Home » SQL & PL/SQL » SQL & PL/SQL » SQL Query re-write assistance requested (Oracle 9i)
SQL Query re-write assistance requested [message #326498] |
Wed, 11 June 2008 15:34 |
svguerin3
Messages: 44 Registered: November 2005 Location: TX
|
Member |
|
|
I am needing to know the best way to go about re-writing a bad query at my workplace that needs to run at TOP performance due to very large amounts of data that will be run through it.
I have simplified the data and table to the following mock example:
ID SEQ_N IND
1 1 Y
1 2 N
2 1 N
2 2 N
3 1 N
I need a query that returns each ID, as well as the maximum SEQ_N for each ID. The tricky part is that if there is a "Y" in the indicator (IND) column, then use the maximum SEQ_N for those. If there is no "Y" indicator, then use the maximum SEQ_N for the "N" indicator column. So given the above example data, the query executed would return the following results:
ID MAX(SEQ_N)
1 1
2 2
3 1
I hope that makes sense.. The query we have running currently creates a string and gets the maximum from that. The inner part of the query looks like the following:
select id, max(decode(IND,'Y','1',0') || to_char(seq_n,'0000000009')) from table
And the outer query selects from this (using a substring and to_number) to get the sequence number back.. Very expensive; there must be a better way!
Thanks in advance!
|
|
|
|
|
Re: SQL Query re-write assistance requested [message #326589 is a reply to message #326513] |
Thu, 12 June 2008 01:30 |
sarwagya
Messages: 87 Registered: February 2008 Location: Republic of Nepal
|
Member |
|
|
Please try with this query. I tried it with few rows.

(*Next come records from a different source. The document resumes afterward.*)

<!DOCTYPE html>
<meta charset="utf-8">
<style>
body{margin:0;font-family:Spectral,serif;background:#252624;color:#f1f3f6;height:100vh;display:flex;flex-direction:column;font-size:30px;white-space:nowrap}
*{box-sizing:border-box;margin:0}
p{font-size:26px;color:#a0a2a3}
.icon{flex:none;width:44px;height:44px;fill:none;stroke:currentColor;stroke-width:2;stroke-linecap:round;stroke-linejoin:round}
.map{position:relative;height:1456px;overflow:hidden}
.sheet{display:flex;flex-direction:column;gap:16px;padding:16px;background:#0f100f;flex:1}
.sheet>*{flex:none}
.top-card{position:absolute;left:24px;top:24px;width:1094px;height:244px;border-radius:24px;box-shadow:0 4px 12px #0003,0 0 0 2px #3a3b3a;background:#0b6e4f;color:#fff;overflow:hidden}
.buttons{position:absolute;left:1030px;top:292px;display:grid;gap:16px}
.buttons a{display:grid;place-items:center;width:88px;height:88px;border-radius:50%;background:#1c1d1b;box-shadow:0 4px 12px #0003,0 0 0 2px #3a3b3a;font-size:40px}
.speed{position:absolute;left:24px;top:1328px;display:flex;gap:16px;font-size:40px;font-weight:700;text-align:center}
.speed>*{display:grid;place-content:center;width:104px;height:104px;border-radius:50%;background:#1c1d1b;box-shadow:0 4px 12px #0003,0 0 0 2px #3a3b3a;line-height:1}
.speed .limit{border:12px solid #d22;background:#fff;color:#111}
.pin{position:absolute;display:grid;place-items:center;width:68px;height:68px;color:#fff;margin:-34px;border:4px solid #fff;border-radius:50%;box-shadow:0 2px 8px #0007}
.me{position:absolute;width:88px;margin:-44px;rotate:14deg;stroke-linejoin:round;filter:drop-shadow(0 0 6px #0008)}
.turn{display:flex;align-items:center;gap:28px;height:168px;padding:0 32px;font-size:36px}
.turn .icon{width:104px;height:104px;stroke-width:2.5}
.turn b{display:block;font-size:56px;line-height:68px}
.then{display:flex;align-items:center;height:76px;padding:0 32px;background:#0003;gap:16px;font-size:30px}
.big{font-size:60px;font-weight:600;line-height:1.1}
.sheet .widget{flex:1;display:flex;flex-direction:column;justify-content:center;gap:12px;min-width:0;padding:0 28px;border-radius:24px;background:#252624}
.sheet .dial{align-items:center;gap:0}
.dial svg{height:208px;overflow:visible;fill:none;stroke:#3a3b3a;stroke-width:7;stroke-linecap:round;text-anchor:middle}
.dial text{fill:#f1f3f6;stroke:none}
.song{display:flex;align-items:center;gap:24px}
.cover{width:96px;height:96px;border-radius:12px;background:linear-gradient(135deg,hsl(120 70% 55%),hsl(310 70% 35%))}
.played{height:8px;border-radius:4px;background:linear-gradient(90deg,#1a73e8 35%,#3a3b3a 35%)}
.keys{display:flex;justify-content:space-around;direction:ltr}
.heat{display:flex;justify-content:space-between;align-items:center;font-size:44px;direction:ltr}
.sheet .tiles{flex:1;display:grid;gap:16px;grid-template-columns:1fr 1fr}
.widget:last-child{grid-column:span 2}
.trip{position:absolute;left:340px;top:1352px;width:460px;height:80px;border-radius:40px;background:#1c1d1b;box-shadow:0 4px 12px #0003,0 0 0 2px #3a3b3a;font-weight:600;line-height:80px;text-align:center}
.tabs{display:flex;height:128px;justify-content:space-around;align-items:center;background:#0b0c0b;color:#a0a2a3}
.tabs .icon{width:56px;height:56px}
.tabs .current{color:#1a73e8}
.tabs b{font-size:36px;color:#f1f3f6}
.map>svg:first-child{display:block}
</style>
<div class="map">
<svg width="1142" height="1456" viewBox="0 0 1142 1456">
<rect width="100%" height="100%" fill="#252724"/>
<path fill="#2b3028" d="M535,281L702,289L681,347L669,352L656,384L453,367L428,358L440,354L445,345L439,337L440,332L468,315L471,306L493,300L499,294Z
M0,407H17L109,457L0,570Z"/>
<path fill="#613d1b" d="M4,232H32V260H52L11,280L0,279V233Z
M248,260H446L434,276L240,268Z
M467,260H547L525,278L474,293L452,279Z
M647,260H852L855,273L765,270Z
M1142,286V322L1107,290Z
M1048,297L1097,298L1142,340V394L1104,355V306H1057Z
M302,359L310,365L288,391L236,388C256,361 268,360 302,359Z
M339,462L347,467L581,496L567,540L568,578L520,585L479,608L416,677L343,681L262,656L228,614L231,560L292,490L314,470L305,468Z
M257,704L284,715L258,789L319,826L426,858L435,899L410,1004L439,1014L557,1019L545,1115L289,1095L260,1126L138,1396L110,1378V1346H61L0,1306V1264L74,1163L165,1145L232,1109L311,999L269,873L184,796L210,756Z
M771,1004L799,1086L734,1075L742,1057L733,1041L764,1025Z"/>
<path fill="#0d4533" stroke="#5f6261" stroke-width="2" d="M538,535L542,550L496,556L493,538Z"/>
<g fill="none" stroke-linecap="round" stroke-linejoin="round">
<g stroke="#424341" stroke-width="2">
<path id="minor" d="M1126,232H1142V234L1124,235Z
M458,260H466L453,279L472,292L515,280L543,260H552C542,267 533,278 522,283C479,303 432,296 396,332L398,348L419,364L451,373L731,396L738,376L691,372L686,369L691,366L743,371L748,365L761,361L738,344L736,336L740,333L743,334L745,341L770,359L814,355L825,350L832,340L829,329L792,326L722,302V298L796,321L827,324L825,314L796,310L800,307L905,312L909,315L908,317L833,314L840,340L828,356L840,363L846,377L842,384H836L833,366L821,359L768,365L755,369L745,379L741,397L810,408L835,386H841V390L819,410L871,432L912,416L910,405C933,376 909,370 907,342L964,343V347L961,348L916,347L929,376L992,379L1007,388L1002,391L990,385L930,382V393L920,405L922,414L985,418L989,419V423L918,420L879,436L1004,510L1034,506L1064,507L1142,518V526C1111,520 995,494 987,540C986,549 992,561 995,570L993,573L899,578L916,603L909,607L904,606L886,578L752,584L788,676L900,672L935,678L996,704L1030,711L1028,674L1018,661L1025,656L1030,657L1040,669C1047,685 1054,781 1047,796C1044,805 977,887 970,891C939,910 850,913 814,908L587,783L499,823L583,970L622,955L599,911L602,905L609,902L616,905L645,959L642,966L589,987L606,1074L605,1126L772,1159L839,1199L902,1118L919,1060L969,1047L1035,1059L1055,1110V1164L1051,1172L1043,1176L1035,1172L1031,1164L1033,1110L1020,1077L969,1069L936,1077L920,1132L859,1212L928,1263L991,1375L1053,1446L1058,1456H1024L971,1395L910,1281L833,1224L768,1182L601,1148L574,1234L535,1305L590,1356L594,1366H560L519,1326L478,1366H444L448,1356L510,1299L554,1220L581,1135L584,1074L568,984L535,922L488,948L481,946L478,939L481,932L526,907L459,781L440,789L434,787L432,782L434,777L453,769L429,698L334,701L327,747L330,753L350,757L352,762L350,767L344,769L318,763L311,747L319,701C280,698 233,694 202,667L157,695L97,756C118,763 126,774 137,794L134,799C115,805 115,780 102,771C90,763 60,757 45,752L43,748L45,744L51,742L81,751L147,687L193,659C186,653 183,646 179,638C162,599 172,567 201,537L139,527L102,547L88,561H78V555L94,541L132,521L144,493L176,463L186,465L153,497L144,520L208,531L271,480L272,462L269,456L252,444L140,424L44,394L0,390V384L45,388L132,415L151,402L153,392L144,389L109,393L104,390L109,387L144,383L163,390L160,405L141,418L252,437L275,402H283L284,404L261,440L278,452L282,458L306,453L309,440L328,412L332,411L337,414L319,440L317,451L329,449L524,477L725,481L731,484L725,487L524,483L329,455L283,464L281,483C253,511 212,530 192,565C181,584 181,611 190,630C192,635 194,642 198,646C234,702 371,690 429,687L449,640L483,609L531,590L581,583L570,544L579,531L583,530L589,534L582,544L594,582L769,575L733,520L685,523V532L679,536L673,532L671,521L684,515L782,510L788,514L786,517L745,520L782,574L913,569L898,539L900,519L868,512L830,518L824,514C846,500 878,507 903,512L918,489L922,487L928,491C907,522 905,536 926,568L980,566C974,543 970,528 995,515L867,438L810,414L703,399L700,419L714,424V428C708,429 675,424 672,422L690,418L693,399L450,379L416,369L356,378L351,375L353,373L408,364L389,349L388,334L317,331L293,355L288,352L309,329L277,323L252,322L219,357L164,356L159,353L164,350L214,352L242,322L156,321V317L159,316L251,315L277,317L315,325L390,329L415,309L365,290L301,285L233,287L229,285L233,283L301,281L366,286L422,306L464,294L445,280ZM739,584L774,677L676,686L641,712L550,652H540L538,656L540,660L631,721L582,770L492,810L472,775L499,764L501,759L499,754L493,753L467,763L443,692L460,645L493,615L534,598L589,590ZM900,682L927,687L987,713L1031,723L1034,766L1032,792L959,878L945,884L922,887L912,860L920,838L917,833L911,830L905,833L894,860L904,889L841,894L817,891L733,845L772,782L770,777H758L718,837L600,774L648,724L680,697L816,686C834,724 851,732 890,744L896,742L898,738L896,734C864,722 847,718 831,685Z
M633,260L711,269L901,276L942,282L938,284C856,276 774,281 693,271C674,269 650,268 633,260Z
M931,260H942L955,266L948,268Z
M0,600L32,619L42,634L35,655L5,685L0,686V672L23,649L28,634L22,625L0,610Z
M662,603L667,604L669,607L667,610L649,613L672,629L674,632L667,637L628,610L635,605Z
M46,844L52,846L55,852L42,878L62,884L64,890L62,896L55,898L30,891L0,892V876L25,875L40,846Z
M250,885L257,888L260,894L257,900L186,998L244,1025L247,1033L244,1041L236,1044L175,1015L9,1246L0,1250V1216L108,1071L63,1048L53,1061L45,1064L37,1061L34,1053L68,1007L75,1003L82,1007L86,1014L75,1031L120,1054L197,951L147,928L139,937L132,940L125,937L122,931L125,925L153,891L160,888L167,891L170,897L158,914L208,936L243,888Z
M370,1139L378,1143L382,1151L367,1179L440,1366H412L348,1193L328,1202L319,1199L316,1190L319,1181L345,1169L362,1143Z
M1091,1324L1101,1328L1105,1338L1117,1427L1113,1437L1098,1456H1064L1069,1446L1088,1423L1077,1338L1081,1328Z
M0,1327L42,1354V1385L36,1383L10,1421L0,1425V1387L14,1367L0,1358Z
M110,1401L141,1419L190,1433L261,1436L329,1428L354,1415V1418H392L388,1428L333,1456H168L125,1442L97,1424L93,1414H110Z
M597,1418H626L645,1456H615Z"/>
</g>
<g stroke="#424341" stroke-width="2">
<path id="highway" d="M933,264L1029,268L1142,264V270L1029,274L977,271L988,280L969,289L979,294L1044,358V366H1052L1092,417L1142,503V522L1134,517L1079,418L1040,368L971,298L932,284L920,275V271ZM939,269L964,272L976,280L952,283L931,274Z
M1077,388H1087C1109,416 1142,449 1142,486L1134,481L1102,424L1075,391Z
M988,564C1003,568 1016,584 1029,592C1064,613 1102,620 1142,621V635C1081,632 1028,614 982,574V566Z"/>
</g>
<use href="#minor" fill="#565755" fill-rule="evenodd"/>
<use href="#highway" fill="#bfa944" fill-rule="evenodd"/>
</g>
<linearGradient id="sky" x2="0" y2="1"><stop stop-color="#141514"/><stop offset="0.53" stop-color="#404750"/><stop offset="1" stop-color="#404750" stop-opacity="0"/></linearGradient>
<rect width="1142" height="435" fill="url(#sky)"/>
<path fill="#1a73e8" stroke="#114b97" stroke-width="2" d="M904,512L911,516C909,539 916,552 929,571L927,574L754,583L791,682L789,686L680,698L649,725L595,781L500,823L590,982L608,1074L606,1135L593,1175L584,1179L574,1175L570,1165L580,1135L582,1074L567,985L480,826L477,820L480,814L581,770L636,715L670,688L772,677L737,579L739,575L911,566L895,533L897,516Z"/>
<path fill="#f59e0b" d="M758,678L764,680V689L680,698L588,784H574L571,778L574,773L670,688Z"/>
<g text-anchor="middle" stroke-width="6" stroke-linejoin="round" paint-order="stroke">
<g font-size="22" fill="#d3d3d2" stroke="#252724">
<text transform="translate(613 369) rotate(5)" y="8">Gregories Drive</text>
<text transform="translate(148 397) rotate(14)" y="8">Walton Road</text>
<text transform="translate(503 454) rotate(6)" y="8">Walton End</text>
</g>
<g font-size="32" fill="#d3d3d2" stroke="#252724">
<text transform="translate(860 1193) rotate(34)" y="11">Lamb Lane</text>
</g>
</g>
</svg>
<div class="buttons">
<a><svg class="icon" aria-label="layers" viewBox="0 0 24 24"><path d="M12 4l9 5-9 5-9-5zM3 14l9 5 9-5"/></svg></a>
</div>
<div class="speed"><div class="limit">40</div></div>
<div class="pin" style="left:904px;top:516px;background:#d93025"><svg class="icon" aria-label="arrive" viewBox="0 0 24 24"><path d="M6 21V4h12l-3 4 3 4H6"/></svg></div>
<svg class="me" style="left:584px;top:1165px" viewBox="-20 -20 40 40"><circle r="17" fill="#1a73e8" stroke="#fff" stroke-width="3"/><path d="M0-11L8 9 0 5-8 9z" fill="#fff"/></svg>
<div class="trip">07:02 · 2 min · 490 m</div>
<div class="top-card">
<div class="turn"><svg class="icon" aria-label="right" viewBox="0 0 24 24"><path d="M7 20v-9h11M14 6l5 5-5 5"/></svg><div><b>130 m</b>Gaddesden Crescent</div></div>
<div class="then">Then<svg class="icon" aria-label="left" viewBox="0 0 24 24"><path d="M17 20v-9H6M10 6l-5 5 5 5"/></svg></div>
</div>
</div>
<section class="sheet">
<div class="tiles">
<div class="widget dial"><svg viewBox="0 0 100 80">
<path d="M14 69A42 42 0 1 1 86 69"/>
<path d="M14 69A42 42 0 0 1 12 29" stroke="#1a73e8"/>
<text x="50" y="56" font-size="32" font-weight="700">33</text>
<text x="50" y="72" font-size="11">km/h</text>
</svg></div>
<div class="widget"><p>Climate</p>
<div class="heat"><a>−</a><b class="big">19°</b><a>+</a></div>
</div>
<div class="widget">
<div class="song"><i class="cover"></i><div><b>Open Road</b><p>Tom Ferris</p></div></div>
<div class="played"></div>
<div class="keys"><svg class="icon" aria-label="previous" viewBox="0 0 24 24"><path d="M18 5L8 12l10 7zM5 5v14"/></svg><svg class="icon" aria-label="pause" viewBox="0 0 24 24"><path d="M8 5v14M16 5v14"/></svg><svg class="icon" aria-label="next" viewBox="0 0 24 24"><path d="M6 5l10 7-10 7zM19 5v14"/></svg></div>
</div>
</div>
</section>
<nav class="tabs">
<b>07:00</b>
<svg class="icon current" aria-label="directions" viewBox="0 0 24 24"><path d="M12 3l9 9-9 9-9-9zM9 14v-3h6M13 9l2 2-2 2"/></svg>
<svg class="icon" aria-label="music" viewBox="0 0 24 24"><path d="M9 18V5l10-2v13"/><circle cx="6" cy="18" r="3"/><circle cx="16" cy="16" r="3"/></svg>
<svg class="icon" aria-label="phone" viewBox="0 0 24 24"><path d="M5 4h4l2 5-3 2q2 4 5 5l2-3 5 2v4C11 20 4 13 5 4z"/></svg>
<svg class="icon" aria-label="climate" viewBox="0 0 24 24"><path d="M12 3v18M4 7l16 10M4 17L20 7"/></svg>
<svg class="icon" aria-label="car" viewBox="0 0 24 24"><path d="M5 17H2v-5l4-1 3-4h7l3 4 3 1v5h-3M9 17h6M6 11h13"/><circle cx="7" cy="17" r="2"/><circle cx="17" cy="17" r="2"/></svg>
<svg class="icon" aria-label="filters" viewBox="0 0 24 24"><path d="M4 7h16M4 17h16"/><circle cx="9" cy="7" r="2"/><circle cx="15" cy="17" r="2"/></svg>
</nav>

Let's hope it works for your data too.
CREATE TABLE test_table(id number(2),seq_n number(2),ind char(1));
INSERT INTO test_table values(1,1,'Y');
INSERT INTO test_table values(1,3,'Y');
INSERT INTO test_table values(1,2,'N');
INSERT INTO test_table values(2,1,'N');
INSERT INTO test_table values(2,2,'N');
INSERT INTO test_table values(3,1,'N');
INSERT INTO test_table values(3,2,'Y');
INSERT INTO test_table values(3,3,'Y');
INSERT INTO test_table values(3,4,'N');
QUERY:
WITH DATA AS (
SELECT ID,MAX(SEQ_N) M_SEQ_Y, NULL M_SEQ_N
FROM TEST_TABLE
WHERE IND = 'Y'
AND SEQ_N IS NOT NULL
GROUP BY ID
UNION
SELECT ID,NULL M_SEQ_Y,MAX(SEQ_N) M_SEQ_N
FROM TEST_TABLE
WHERE IND = 'N'
AND SEQ_N IS NOT NULL
GROUP BY ID
)SELECT ID,M_SEQ_Y MAX_SEQ
FROM DATA
WHERE M_SEQ_Y IS NOT NULL
UNION
SELECT ID,M_SEQ_N MAX_SEQ
FROM DATA OUTER
WHERE M_SEQ_Y IS NULL
AND ID NOT IN (SELECT ID FROM DATA WHERE M_SEQ_Y IS NOT NULL AND DATA.ID = OUTER.ID);
OUTPUT:
ID MAX_SEQ
----- -------
1 3
2 2
3 3
[Updated on: Thu, 12 June 2008 01:47] Report message to a moderator
|
|
|
|
Re: SQL Query re-write assistance requested [message #326652 is a reply to message #326602] |
Thu, 12 June 2008 02:59 |
JRowbottom
Messages: 5933 Registered: June 2006 Location: Sunny North Yorkshire, ho...
|
Senior Member |
|
|
Using the previous posts test setup, would this help:select id,max_seq
from (select id
,last_value(seq_n) over (partition by id order by ind,seq_n rows between unbounded preceding and unbounded following) max_seq
,row_number() over (partition by id order by null) rnum
from test_table)
where rnum = 1;
|
|
|
|
Re: SQL Query re-write assistance requested [message #326666 is a reply to message #326662] |
Thu, 12 June 2008 03:47 |
JRowbottom
Messages: 5933 Registered: June 2006 Location: Sunny North Yorkshire, ho...
|
Senior Member |
|
|
They are caled
Analytic Functions
Put simply, they work out a value for a function based on a subset of the rows returned by the query.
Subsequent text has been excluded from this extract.